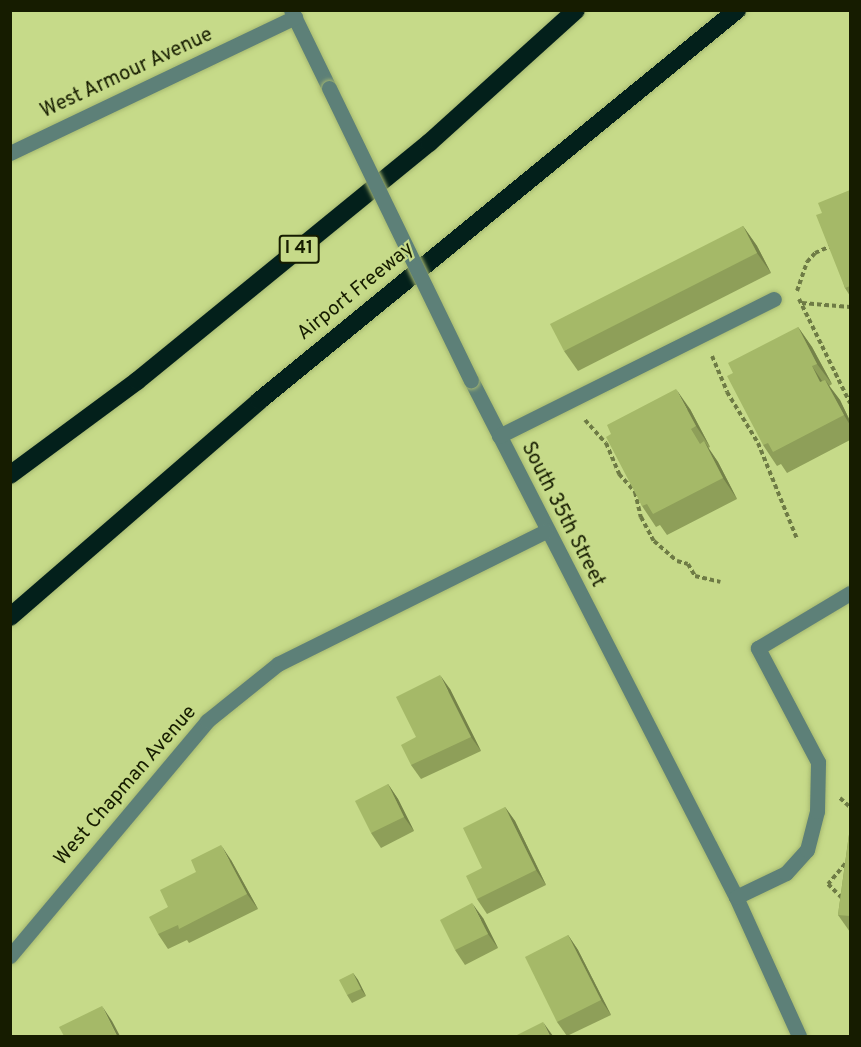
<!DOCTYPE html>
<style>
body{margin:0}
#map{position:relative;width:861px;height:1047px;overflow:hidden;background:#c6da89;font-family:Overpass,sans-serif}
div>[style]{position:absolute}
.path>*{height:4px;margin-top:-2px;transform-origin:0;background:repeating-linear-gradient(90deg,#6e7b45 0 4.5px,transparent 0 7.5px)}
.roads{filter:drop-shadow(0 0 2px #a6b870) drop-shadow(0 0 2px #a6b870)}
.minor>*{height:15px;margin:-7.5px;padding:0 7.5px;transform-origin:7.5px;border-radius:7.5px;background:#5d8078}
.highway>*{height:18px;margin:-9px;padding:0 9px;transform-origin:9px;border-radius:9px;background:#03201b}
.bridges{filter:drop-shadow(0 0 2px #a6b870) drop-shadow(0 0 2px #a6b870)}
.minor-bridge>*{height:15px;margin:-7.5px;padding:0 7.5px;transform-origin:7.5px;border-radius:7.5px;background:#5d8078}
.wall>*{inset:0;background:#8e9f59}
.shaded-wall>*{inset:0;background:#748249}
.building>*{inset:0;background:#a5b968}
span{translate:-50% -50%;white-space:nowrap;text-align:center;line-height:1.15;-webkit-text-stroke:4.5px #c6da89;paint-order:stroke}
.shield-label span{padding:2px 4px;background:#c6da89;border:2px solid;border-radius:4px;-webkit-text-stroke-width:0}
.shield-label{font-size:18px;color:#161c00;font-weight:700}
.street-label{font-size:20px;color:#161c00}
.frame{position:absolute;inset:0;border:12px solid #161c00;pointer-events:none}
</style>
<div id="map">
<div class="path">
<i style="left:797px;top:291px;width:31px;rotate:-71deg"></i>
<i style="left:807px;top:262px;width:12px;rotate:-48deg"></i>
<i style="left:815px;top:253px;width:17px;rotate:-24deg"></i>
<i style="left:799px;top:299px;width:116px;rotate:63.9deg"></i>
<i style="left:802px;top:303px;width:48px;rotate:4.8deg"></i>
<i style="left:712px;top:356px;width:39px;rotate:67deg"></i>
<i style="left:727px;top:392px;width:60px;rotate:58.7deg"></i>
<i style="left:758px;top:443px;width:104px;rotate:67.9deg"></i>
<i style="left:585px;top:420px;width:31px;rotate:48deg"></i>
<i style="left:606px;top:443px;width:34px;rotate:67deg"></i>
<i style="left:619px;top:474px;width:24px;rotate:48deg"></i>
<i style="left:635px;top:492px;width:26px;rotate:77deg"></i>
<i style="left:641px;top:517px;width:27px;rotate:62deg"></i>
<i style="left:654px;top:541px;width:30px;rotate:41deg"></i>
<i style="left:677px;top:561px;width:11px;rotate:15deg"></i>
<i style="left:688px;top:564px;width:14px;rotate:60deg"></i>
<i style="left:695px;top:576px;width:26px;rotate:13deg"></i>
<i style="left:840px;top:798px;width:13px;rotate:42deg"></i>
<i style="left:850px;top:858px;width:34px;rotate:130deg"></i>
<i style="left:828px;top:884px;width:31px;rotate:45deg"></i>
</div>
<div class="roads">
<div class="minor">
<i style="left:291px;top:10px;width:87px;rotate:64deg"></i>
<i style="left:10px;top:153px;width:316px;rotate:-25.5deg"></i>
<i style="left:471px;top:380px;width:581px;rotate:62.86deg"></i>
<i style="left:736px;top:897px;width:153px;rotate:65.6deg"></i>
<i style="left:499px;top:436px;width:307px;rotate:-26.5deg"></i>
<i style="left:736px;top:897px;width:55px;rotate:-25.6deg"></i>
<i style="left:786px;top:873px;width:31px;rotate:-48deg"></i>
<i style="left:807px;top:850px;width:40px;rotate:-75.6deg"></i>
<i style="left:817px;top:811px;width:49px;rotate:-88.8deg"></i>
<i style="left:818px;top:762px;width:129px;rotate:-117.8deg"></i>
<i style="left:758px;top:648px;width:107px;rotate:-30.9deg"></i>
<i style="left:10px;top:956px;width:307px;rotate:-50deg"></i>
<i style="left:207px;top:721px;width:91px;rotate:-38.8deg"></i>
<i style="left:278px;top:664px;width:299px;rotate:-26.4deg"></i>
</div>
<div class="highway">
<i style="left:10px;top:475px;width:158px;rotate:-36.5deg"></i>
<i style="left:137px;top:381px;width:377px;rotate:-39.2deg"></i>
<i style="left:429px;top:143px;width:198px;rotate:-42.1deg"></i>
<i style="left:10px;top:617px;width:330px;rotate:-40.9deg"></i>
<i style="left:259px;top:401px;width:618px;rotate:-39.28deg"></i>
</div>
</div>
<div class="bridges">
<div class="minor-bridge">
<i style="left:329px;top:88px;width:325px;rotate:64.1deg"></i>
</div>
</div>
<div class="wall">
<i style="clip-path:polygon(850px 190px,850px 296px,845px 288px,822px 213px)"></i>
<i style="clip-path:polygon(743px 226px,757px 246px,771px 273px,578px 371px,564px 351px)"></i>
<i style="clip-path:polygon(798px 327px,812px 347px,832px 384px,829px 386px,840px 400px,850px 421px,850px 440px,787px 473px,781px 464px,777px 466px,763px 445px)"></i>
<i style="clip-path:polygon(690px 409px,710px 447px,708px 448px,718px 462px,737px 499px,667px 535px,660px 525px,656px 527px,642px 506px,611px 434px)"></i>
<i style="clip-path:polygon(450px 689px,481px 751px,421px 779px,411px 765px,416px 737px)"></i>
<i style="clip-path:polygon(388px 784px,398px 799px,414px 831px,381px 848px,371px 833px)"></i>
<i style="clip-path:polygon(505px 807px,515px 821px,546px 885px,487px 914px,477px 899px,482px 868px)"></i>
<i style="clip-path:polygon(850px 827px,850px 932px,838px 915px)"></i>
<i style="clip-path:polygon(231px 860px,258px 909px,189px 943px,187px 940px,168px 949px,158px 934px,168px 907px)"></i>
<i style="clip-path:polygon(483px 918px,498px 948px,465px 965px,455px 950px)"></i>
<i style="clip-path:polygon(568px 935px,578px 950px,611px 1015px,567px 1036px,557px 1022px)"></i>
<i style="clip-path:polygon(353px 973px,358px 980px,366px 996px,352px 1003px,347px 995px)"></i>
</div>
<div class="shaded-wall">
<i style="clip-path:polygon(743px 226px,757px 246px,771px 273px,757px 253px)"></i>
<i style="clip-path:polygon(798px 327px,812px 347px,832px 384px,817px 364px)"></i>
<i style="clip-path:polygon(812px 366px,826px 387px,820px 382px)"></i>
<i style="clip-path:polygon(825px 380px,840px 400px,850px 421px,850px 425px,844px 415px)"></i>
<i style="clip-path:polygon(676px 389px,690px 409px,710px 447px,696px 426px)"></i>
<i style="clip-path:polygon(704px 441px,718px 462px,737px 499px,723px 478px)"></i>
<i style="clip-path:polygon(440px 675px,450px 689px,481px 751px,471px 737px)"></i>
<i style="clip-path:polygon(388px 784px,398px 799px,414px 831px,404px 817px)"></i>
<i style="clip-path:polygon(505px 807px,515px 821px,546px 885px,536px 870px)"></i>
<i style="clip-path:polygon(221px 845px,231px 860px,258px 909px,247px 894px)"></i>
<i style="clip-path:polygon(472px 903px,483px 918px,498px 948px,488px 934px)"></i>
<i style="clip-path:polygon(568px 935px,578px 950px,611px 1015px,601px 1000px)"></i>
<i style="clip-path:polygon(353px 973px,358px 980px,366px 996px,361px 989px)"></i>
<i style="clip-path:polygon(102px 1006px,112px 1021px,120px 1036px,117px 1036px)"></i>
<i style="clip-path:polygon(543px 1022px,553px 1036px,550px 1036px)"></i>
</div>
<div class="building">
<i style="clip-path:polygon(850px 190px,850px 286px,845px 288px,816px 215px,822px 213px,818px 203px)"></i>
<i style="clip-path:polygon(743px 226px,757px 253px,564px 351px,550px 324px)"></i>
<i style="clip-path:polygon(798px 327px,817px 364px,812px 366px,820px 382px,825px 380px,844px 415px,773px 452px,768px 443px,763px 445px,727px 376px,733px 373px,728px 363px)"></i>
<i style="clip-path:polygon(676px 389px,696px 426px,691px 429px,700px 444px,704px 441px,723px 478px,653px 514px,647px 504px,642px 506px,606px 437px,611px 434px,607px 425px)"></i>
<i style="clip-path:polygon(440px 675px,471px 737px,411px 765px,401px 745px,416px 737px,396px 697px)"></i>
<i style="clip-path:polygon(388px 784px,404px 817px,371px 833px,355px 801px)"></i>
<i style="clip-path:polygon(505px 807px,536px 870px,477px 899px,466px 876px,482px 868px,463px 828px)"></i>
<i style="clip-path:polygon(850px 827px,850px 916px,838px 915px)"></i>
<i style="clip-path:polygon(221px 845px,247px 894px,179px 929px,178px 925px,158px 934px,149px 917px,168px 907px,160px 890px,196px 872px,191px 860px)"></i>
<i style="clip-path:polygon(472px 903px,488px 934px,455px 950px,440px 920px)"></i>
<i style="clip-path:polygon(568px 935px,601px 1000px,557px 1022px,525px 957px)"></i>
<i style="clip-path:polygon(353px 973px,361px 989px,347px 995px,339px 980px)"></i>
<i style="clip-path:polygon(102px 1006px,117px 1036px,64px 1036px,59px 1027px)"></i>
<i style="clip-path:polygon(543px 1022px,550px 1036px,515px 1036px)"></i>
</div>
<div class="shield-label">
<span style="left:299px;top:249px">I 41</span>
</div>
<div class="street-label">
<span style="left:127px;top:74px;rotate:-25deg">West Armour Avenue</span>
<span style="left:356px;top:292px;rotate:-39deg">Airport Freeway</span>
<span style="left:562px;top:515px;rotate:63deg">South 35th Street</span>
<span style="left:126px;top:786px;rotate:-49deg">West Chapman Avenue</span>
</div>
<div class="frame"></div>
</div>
* * *
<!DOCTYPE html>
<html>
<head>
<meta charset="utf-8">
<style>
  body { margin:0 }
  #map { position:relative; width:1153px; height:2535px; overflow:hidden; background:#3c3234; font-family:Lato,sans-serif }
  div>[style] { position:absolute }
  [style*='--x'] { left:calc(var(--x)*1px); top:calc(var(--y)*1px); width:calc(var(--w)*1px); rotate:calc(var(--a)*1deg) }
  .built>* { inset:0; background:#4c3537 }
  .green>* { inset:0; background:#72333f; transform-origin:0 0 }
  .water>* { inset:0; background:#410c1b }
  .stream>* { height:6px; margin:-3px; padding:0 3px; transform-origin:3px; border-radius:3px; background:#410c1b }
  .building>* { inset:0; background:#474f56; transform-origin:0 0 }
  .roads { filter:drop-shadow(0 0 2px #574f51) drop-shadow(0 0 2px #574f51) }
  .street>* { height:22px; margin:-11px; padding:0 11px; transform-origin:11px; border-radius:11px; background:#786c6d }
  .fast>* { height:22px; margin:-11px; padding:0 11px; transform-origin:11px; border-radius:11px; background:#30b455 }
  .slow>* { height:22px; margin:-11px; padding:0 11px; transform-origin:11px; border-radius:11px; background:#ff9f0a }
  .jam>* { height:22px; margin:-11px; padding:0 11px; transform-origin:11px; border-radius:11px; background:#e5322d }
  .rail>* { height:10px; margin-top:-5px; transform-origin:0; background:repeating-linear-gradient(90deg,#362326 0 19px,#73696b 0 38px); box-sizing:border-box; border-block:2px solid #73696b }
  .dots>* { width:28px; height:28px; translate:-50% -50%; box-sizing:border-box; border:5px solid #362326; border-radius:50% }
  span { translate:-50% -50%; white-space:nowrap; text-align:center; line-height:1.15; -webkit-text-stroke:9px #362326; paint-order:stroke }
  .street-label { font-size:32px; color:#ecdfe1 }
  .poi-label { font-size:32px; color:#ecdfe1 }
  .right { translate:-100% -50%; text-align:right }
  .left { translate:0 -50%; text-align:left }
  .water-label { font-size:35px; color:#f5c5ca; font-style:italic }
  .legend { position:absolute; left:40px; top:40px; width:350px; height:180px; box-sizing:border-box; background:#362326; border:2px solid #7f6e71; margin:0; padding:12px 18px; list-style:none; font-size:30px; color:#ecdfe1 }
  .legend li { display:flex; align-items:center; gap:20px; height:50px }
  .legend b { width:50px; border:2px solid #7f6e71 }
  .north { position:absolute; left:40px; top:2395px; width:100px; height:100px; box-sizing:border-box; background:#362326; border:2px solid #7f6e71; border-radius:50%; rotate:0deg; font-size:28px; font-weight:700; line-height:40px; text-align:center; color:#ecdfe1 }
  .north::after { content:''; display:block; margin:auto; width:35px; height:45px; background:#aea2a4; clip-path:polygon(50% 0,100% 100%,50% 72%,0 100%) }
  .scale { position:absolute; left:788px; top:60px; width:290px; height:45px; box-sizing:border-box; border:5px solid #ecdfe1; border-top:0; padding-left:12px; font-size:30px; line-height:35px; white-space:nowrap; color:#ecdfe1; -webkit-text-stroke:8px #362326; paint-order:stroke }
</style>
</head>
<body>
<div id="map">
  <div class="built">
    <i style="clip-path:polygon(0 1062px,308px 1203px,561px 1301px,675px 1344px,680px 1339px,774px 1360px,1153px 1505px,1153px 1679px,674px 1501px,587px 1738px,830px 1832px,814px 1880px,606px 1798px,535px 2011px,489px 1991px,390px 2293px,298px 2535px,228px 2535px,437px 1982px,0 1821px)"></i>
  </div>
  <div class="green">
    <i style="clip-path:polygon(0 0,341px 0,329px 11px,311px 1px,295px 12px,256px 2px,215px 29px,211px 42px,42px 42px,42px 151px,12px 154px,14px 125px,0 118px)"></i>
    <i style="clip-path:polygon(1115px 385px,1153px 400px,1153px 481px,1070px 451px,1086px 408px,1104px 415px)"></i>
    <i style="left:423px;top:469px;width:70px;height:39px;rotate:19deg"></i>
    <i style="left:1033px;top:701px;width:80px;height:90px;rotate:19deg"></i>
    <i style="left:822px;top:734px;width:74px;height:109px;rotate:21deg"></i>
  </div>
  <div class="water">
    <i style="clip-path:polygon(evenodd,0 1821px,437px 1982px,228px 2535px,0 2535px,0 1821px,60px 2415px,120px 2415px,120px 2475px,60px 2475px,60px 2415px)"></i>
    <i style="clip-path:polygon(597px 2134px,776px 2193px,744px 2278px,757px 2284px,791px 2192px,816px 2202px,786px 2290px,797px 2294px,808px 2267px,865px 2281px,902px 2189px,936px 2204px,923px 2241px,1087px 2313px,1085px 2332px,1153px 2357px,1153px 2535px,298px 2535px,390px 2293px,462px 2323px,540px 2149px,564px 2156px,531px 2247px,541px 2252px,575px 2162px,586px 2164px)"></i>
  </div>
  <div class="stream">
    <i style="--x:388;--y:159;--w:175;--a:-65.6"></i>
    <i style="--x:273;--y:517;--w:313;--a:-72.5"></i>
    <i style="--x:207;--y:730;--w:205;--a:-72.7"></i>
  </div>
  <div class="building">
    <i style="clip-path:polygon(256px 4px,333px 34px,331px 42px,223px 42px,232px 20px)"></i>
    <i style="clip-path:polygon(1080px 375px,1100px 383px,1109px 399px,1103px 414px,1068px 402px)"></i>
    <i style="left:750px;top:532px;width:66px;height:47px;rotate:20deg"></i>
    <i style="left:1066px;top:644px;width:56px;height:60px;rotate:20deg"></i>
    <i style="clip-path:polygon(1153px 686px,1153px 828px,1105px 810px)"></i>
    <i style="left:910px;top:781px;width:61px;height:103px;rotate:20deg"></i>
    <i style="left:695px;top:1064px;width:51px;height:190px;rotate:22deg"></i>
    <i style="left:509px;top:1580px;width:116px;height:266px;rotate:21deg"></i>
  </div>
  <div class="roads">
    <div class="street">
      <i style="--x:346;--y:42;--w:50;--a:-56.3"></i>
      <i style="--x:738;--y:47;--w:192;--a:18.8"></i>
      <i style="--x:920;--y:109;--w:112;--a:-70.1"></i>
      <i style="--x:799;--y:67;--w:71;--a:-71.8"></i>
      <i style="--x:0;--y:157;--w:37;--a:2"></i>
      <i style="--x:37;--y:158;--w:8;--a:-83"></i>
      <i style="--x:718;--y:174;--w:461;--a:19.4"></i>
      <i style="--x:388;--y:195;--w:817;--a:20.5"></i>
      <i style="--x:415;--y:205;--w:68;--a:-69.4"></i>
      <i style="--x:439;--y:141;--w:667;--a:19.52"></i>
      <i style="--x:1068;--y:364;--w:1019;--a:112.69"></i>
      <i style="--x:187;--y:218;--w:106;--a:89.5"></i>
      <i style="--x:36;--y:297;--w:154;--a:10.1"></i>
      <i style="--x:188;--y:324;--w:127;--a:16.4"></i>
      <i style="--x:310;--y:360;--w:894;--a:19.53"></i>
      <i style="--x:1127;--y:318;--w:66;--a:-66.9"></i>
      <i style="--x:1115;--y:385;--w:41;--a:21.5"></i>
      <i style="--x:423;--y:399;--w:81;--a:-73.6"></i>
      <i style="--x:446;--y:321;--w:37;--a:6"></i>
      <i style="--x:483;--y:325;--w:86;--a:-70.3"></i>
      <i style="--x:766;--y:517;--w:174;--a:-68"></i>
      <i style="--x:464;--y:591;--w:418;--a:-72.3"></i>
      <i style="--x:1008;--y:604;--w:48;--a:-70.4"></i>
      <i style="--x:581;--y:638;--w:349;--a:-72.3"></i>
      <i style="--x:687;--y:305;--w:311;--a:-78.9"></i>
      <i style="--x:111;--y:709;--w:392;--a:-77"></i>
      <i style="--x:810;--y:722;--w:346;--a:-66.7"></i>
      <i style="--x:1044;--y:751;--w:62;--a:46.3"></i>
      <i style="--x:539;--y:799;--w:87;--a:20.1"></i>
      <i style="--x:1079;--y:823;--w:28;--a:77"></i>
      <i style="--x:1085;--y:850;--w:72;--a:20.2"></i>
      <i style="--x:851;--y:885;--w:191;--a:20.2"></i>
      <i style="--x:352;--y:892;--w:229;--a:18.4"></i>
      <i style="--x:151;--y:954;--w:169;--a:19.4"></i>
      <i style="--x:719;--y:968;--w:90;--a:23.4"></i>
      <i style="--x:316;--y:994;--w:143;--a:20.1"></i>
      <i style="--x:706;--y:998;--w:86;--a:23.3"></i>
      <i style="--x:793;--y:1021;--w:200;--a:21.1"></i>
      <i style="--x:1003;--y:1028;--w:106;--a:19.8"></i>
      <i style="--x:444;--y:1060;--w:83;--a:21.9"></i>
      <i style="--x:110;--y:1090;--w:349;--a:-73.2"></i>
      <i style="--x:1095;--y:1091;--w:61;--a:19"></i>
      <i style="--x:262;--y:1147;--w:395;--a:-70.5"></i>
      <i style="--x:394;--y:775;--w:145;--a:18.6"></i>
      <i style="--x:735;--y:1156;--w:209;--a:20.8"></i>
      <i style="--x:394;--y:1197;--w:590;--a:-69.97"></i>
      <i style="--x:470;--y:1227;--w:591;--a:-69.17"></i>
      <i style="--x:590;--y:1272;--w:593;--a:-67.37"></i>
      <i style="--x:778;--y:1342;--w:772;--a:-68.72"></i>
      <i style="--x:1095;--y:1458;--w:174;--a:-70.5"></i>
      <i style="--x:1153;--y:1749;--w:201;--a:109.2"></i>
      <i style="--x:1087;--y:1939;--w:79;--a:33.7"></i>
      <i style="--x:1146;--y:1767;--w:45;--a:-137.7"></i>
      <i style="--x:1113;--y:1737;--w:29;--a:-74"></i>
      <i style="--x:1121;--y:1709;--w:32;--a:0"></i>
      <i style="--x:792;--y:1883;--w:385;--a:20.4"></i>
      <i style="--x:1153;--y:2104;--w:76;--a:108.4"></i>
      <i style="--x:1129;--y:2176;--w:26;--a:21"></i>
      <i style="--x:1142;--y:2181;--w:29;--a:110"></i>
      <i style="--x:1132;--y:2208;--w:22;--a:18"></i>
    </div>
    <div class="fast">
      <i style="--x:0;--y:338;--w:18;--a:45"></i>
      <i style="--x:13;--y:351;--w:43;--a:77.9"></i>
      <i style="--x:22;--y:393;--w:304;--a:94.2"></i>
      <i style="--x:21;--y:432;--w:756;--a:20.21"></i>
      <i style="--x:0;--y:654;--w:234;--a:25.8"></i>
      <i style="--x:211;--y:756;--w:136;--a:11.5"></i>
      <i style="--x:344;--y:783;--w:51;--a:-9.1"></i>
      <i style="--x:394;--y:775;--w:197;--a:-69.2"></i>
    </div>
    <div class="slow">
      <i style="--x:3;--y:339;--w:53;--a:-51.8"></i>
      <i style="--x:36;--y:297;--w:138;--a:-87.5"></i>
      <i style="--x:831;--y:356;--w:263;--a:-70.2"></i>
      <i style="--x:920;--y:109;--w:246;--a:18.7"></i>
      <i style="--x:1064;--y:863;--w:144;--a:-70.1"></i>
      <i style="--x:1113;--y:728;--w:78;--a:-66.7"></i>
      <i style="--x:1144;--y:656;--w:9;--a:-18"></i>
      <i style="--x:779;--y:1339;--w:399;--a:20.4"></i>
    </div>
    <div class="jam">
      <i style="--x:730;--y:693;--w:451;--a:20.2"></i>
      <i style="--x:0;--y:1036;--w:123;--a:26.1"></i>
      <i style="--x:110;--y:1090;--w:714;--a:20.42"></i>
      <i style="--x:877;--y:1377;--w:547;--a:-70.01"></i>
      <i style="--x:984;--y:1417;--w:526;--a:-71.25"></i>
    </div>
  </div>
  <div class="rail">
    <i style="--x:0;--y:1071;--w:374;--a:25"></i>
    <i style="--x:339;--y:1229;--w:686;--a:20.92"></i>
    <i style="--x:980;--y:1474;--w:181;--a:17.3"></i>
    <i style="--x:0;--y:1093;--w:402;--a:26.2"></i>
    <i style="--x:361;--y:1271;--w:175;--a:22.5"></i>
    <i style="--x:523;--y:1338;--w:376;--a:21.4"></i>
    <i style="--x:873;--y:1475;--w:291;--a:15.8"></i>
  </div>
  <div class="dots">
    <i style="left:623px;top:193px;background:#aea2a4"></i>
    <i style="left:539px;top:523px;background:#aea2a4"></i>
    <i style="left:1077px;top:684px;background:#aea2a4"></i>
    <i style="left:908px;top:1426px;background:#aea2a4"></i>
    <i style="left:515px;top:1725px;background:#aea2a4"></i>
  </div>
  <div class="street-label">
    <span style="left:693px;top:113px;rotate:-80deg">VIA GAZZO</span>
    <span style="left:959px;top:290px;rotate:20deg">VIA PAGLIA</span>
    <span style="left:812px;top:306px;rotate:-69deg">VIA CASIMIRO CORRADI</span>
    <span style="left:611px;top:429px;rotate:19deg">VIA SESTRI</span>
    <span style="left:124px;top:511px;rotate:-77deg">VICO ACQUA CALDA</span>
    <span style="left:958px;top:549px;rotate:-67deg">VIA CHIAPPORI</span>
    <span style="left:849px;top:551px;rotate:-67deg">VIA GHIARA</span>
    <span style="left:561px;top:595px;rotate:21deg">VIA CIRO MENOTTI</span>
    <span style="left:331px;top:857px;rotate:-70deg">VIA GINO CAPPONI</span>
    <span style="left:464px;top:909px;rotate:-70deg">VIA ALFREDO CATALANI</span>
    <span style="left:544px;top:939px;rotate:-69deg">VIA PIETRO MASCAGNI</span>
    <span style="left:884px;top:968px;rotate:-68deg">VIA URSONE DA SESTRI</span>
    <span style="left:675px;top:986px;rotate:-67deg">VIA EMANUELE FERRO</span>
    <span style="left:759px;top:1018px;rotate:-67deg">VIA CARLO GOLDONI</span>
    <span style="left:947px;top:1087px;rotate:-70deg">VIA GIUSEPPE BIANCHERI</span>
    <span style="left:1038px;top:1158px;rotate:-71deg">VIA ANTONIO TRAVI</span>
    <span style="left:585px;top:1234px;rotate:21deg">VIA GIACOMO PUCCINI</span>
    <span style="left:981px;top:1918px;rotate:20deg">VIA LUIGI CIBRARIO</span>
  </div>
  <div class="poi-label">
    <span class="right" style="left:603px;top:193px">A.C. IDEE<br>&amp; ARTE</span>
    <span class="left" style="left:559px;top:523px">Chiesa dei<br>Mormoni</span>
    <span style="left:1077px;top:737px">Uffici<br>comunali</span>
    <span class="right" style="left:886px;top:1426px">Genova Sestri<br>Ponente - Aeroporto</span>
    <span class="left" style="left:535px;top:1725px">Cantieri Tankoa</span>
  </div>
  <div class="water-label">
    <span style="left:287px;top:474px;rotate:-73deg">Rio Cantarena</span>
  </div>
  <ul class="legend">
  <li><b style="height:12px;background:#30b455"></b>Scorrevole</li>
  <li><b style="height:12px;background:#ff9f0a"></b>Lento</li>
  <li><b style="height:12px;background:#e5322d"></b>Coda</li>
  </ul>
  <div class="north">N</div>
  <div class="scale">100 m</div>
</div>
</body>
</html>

## REQUIRED WORK
Some lines in the material contain "relative". Show all of them.

## WORKED SOLUTION
#map{position:relative;width:861px;height:1047px;overflow:hidden;background:#c6da89;font-family:Overpass,sans-serif}
  #map { position:relative; width:1153px; height:2535px; overflow:hidden; background:#3c3234; font-family:Lato,sans-serif }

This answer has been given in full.